◆ **Your instructions**: Pull every line containing "down" out of the material below.

◆ **Records shown**:

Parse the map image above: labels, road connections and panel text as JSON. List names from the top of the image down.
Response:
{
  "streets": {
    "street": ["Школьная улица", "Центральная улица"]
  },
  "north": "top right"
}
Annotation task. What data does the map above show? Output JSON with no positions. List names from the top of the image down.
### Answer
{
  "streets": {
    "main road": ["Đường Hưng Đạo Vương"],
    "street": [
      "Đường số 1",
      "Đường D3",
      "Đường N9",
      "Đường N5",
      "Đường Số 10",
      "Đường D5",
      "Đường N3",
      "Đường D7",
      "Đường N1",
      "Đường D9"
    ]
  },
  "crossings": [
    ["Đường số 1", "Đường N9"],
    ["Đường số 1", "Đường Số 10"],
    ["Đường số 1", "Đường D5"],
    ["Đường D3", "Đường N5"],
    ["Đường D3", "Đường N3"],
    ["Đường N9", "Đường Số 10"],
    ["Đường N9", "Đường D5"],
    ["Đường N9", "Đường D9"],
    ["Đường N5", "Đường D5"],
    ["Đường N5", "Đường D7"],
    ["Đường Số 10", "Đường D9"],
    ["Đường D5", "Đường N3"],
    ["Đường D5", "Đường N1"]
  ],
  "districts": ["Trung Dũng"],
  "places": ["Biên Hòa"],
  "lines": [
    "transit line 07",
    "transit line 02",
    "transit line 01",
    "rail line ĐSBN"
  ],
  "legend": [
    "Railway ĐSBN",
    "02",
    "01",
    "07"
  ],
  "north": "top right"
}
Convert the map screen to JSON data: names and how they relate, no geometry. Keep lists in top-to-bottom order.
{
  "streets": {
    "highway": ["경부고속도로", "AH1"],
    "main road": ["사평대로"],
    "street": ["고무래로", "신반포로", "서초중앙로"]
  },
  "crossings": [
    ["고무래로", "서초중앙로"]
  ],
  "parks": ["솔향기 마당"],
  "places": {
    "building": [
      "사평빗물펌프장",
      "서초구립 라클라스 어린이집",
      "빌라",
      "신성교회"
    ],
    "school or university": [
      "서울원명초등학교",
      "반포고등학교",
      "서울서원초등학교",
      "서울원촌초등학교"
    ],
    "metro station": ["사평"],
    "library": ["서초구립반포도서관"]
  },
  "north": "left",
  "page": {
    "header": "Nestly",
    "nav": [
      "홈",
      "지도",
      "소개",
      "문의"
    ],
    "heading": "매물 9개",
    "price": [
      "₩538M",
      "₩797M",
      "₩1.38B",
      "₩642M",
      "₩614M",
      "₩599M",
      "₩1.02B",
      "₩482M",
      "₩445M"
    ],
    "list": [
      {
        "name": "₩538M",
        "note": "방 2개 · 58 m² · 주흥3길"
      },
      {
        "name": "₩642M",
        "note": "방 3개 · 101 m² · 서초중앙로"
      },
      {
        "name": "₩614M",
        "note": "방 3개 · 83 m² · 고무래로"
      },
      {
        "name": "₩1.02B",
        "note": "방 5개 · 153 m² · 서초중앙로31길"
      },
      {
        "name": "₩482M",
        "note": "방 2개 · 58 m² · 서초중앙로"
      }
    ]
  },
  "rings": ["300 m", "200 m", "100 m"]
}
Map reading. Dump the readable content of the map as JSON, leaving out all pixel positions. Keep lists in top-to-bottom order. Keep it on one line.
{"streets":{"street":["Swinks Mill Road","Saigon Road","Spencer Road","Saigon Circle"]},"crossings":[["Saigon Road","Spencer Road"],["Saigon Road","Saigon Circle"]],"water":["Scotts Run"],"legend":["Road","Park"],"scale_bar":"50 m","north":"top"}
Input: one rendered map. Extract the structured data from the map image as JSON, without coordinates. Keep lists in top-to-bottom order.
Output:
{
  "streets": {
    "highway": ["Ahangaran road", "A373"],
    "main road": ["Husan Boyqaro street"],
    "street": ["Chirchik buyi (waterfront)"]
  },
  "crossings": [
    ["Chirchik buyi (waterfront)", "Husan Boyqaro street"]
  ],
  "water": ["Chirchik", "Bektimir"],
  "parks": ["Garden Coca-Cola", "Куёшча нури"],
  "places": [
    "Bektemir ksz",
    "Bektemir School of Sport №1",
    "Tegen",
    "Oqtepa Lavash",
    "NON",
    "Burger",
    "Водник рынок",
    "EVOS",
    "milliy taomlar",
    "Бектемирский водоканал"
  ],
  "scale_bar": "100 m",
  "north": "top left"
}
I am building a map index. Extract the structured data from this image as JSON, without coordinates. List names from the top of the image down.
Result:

◆ **Reply**:
Parse the map image above: labels, road connections and panel text as JSON. List names from the top of the image down.
Annotation task. What data does the map above show? Output JSON with no positions. List names from the top of the image down.
I am building a map index. Extract the structured data from this image as JSON, without coordinates. List names from the top of the image down.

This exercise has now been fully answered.